_YOUR INSTRUCTIONS_: Look for "position" in the records and copy every line that has it.

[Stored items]
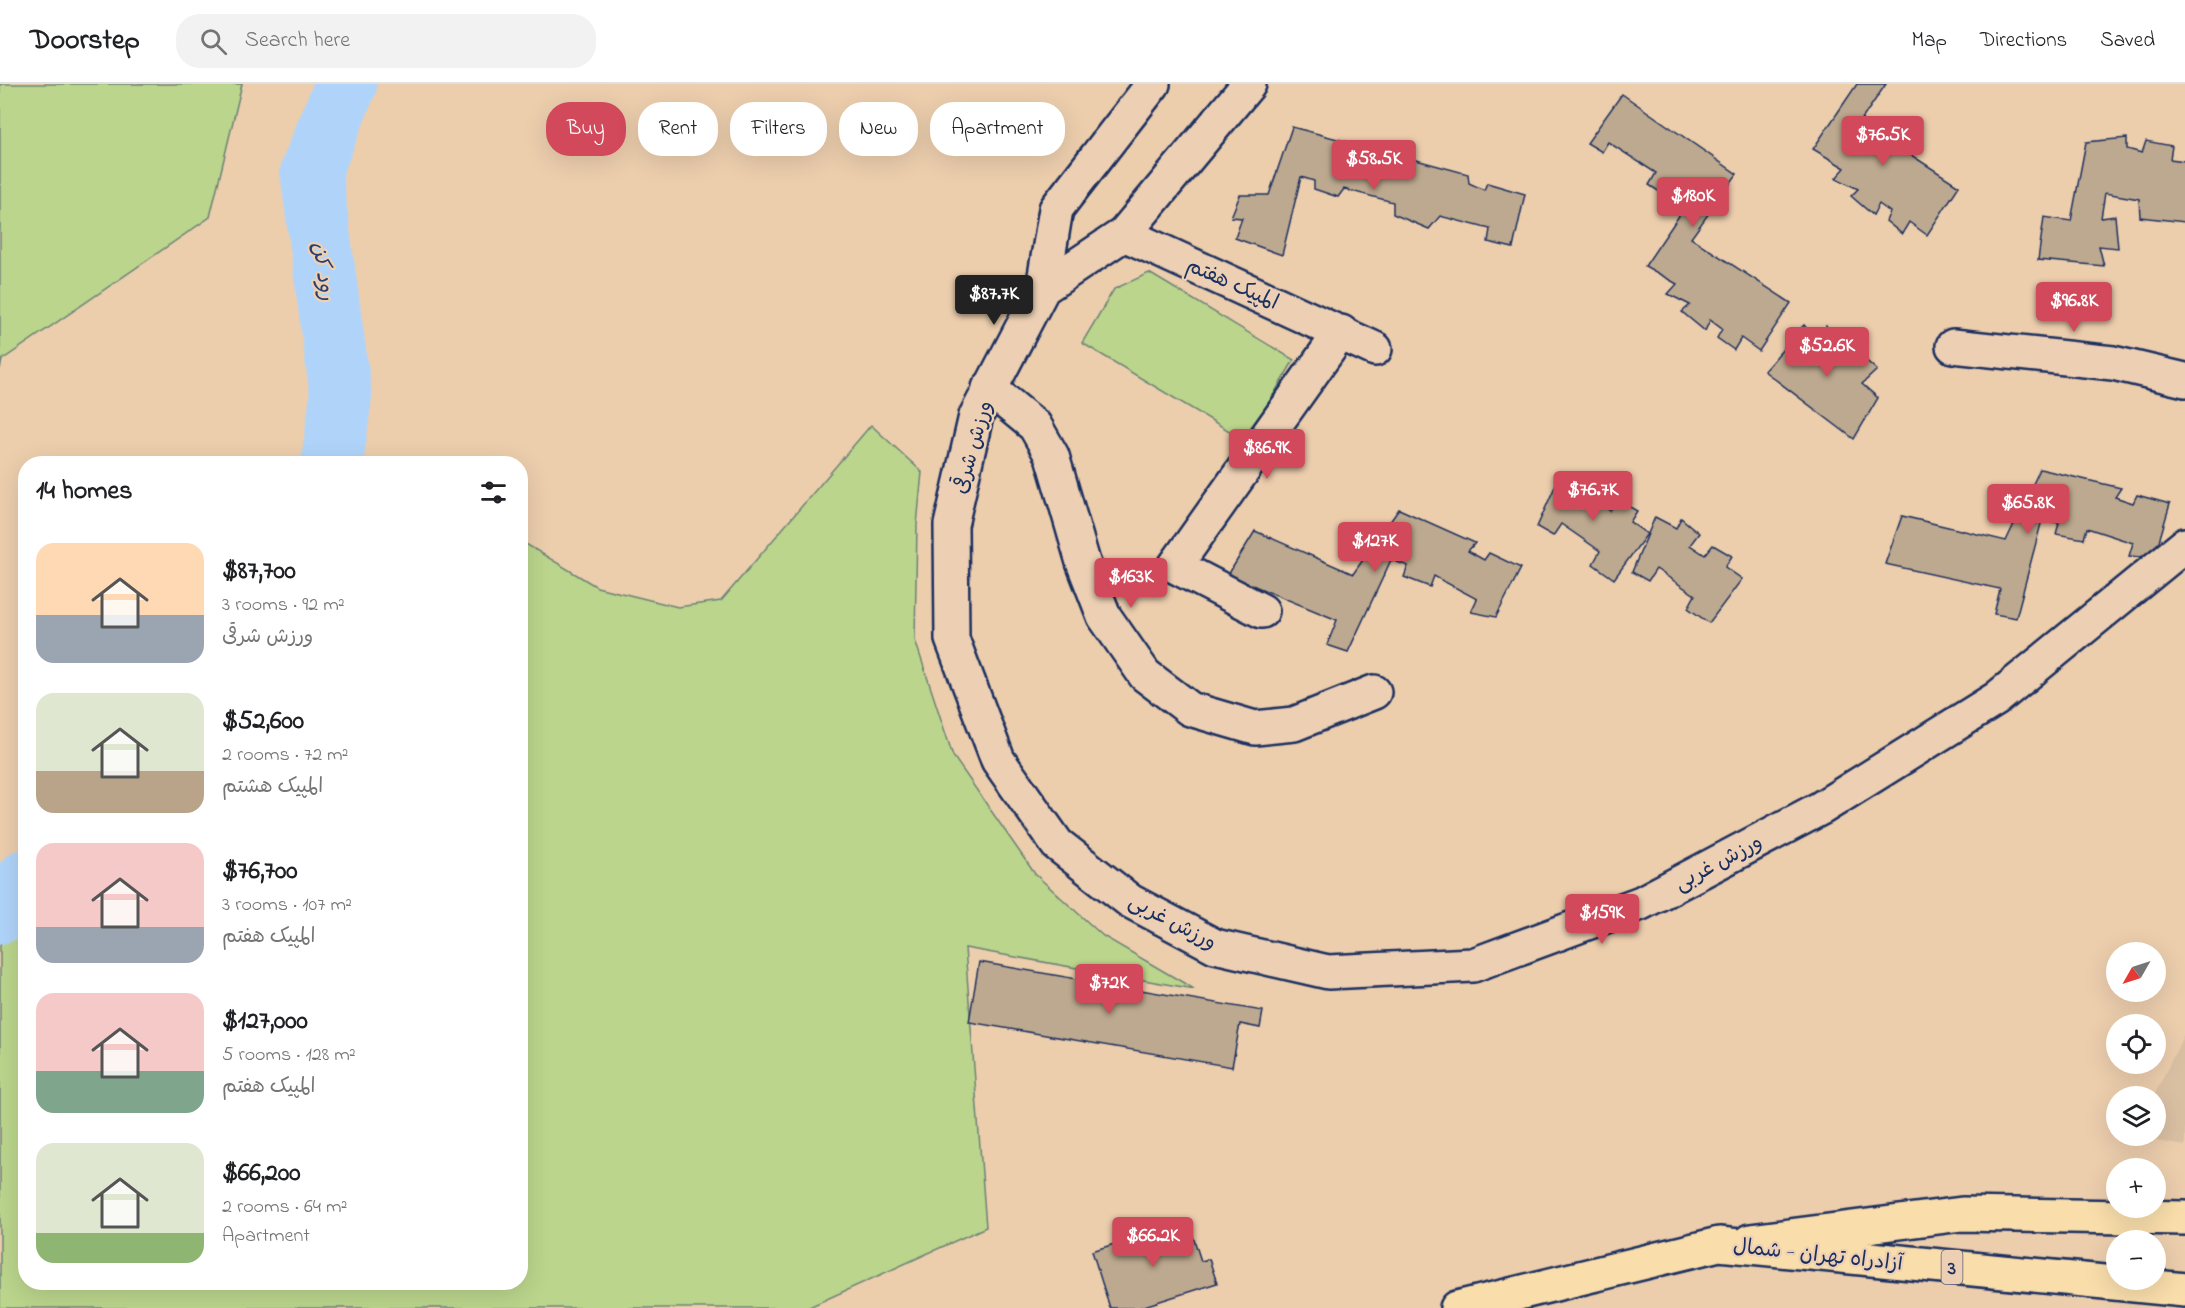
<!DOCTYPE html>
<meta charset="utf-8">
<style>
:root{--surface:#fff;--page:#f2f2f2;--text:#202124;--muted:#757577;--line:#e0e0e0;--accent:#d1495b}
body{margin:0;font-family:"Indie Flower","Playpen Sans Arabic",sans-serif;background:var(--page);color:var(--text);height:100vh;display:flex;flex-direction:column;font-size:22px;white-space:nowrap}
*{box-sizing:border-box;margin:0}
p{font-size:20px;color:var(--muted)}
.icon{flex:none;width:33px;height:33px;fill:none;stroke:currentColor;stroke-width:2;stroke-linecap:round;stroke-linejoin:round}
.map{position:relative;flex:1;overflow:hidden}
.side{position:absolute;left:18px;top:372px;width:510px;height:834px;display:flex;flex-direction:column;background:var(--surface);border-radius:24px;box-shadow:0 6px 24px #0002}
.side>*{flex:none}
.hud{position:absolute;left:546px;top:18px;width:570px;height:54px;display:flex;gap:12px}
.needle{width:39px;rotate:231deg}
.buttons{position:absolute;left:2106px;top:858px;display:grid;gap:12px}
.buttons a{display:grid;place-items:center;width:60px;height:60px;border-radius:50%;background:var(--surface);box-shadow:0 6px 24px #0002;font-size:30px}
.price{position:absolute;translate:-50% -51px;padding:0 14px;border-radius:6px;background:var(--accent);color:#fff;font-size:20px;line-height:39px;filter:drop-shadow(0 2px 3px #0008)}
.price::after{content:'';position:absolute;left:50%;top:36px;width:18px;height:14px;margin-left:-9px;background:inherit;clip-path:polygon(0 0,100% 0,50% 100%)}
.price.selected{background:#222;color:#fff}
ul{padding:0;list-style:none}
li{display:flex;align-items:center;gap:18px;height:150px;padding:0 18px}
li span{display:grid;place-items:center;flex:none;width:168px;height:120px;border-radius:18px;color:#555}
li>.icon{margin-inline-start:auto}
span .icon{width:72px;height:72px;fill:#fffc;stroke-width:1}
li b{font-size:26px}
h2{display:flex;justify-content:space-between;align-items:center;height:72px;padding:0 18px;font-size:26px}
.pill{padding:0 21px;border-radius:24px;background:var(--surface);box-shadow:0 6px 24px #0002;font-size:21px;line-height:54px}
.pill.selected{background:var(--accent);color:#fff}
header{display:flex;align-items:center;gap:36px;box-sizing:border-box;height:84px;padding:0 30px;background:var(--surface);border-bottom:2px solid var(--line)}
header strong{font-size:28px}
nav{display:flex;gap:33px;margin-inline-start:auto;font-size:21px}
.search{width:420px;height:54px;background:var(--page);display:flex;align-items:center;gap:15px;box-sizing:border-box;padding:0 21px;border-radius:24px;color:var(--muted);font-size:22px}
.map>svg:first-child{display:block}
.built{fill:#dac0a3}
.green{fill:#bbd58c;stroke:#6b8275;stroke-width:1.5}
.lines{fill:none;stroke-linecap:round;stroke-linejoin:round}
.river{stroke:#b0d4f9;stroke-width:62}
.building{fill:#bda98f;stroke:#1b2f5e;stroke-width:1.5}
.minor-casing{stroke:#1b2f5e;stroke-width:38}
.tertiary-casing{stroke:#1b2f5e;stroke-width:38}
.trunk-casing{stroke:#1b2f5e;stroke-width:38}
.motorway-casing{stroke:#1b2f5e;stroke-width:38}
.minor{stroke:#edd0b4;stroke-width:33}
.tertiary{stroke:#edd0b4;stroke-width:33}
.trunk{stroke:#f9deab;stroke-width:33}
.motorway{stroke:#f9deab;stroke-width:33}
.labels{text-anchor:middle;stroke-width:4.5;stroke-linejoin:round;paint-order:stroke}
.shield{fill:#edd0b4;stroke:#5a5f78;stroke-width:1.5}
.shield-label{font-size:20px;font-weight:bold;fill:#1b2f5e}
.street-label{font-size:21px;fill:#1b2f5e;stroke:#edd0b4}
.water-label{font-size:22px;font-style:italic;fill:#2a406e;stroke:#edd0b4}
</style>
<header>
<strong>Doorstep</strong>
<div class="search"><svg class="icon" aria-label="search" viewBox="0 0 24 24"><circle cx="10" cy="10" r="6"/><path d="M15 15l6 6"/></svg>Search here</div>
<nav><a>Map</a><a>Directions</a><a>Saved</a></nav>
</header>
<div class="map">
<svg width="2185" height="1224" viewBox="0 0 2185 1224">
<rect width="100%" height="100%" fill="#eccead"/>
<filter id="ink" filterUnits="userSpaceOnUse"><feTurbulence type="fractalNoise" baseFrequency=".0167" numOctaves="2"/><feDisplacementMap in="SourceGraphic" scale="12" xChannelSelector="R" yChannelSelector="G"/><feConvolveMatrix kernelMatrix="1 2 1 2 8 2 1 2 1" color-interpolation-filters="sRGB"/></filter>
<g filter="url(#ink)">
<!-- built -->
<polygon class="built" points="2185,948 2185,1062 2134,1053 2156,1052 2154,1012"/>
<!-- green -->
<g class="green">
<polygon points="0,0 242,0 210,133 2,276 0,285"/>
<polygon points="1149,189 1294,276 1246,357 1082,259 1114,205"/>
<polygon points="871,341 922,388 917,441 915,556 953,672 1035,790 1103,852 1194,905 965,864 986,1143 807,1224 0,1224 0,780 25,794 26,1198 520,1198 521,457 597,503 678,523 721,517"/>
</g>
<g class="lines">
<!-- river -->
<g class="river">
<polyline points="332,380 341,312 311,87 346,0"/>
<polyline points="0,829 26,796"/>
</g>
</g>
<!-- building -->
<g class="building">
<polygon points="1857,0 1886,0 1860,38 1959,102 1927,151 1909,138 1902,150 1886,137 1890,128 1879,120 1873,131 1851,112 1858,105 1836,94 1845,84 1813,65"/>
<polygon points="1622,10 1737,90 1691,154 1791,219 1759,267 1741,254 1734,266 1717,254 1722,245 1710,236 1705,247 1682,228 1690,221 1668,210 1677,200 1645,182 1689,117 1679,108 1672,116 1649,101 1656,89 1608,58 1602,68 1587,59"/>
<polygon points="1292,43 1372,64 1364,71 1392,78 1394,70 1468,90 1469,99 1484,106 1487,99 1525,110 1513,164 1488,158 1490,145 1440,132 1429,145 1393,130 1393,118 1344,105 1338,113 1314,105 1314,97 1301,93 1282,171 1235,154 1242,134 1231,133 1240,111 1269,111"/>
<polygon points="2127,54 2127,65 2142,69 2146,57 2172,62 2170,75 2185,77 2185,138 2140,133 2139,115 2105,109 2101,134 2115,132 2118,164 2099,162 2104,182 2038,176 2044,133 2071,137 2086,58"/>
<polygon points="1804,241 1818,259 1826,242 1877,286 1862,300 1878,314 1854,355 1764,287"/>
<polygon points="2040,385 2121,404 2115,413 2133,419 2137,411 2170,420 2154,474 2129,472 2133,459 2087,444 2084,455 2056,450 2059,439 2042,436 2016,534 1994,530 2000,505 1885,480 1902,432 2006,457"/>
<polygon points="1561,389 1581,399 1587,390 1604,405 1595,416 1610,427 1618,416 1637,427 1630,438 1647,450 1614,495 1593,480 1600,467 1561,440 1553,452 1537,443"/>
<polygon points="1399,425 1475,459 1468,467 1484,476 1489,469 1521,484 1496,533 1471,528 1477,515 1434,492 1430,503 1404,493 1408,482 1391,476 1348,568 1327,561 1337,536 1228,491 1255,447 1353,490"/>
<polygon points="1655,433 1676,444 1681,434 1699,449 1690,461 1705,471 1713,461 1732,472 1725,483 1742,495 1709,539 1688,524 1695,511 1656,485 1648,497 1632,488"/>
<polygon points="979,878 1263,927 1260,944 1240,940 1232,983 969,938"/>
<polygon points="1188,1137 1201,1177 1209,1175 1217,1199 1138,1224 1110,1224 1092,1167"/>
</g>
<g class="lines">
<defs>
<g id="minor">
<polyline points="1124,150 1375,265"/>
<polyline points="1953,262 2113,279 2185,296"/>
<polyline points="989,304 1035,342 1052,372 1083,478 1104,532 1145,591 1190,625 1255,644 1294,640 1374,608"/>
<polyline points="1262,527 1175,482 1341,248"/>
</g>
<g id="tertiary">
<polyline points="1249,0 1124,150 1043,204 976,332 951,441 952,555 998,676 1057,760 1130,817 1215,862 1328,888 1473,881 1641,819 1821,724 1996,615 2185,461"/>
<polyline points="1043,204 1056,125 1153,0"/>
</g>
<polyline id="trunk" points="1750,1157 1962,1130 2185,1134"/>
<polyline id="motorway" points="1457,1224 1719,1160 2185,1206"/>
</defs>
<!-- minor casing -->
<use href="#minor" class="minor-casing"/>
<!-- tertiary casing -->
<use href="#tertiary" class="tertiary-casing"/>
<!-- trunk casing -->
<use href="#trunk" class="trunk-casing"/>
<!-- motorway casing -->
<use href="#motorway" class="motorway-casing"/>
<!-- minor -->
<use href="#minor" class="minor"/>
<!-- tertiary -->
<use href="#tertiary" class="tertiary"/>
<!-- trunk -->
<use href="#trunk" class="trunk"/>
<!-- motorway -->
<use href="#motorway" class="motorway"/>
</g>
</g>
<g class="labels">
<!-- shield labels -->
<rect class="shield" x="1941.5" y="1166" width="21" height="34" rx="4.5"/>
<g class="shield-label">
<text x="1952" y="1190">3</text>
</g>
<!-- street labels -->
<g class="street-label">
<text transform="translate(1233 199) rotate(24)" y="7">المپیک هفتم</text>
<text transform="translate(972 363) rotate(-74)" y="7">ورزش شرقی</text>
<text transform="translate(1718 778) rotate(-28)" y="7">ورزش غربی</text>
<text transform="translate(1173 837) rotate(28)" y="7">ورزش غربی</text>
<text transform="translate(1818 1170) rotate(6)" y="7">آزادراه تهران - شمال</text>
</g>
<!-- water labels -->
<g class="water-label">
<text transform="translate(325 187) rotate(82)" y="8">رود کن</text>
</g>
</g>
</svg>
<div class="buttons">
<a><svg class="needle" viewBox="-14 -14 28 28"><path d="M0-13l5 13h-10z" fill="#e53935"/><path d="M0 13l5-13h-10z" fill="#757577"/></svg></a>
<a><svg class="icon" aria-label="locate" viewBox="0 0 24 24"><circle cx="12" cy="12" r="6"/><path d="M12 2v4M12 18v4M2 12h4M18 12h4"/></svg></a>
<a><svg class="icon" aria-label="layers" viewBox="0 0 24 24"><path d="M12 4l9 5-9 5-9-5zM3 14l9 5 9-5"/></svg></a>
<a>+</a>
<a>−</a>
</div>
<b class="price" style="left:1883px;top:83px">$76.5K</b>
<b class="price" style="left:1374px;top:107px">$58.5K</b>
<b class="price" style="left:1693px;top:144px">$180K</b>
<b class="price selected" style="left:994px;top:242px">$87.7K</b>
<b class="price" style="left:2074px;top:249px">$96.8K</b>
<b class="price" style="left:1827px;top:294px">$52.6K</b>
<b class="price" style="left:1267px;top:396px">$86.9K</b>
<b class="price" style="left:1593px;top:438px">$76.7K</b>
<b class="price" style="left:2028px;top:451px">$65.8K</b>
<b class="price" style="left:1375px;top:489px">$127K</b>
<b class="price" style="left:1131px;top:525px">$163K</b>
<b class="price" style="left:1602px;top:861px">$159K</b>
<b class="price" style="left:1109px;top:931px">$72K</b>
<b class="price" style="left:1153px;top:1184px">$66.2K</b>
<div class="hud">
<a class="pill selected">Buy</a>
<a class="pill">Rent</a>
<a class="pill">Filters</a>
<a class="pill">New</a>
<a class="pill">Apartment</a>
</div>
<section class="side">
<h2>14 homes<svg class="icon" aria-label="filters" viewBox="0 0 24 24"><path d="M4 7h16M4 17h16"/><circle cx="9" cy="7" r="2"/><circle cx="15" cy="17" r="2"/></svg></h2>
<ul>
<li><span style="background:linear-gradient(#ffd9b3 60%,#9aa5b1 0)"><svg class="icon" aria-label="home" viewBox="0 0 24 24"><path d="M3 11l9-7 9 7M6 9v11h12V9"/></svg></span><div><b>$87,700</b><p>3 rooms · 92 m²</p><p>ورزش شرقی</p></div></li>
<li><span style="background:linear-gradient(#dfe7d0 65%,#b9a48a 0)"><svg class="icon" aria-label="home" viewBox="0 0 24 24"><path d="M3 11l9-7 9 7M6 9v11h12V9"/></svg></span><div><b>$52,600</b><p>2 rooms · 72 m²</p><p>المپیک هشتم</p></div></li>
<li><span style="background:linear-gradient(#f6c9c9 70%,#9aa5b1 0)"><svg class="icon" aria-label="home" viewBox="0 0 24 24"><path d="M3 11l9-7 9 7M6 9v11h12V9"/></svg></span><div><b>$76,700</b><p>3 rooms · 107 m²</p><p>المپیک هفتم</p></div></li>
<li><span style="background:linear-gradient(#f6c9c9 65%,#7fa58c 0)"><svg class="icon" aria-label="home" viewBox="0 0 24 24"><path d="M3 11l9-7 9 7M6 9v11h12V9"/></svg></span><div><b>$127,000</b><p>5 rooms · 128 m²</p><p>المپیک هفتم</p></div></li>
<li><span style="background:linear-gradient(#dfe7d0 75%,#8fb573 0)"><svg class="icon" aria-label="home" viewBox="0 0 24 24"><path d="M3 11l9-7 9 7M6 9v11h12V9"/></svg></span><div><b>$66,200</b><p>2 rooms · 64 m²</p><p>Apartment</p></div></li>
</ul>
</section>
</div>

_ANSWER AREA_:
.map{position:relative;flex:1;overflow:hidden}
.side{position:absolute;left:18px;top:372px;width:510px;height:834px;display:flex;flex-direction:column;background:var(--surface);border-radius:24px;box-shadow:0 6px 24px #0002}
.hud{position:absolute;left:546px;top:18px;width:570px;height:54px;display:flex;gap:12px}
.buttons{position:absolute;left:2106px;top:858px;display:grid;gap:12px}
.price{position:absolute;translate:-50% -51px;padding:0 14px;border-radius:6px;background:var(--accent);color:#fff;font-size:20px;line-height:39px;filter:drop-shadow(0 2px 3px #0008)}
.price::after{content:'';position:absolute;left:50%;top:36px;width:18px;height:14px;margin-left:-9px;background:inherit;clip-path:polygon(0 0,100% 0,50% 100%)}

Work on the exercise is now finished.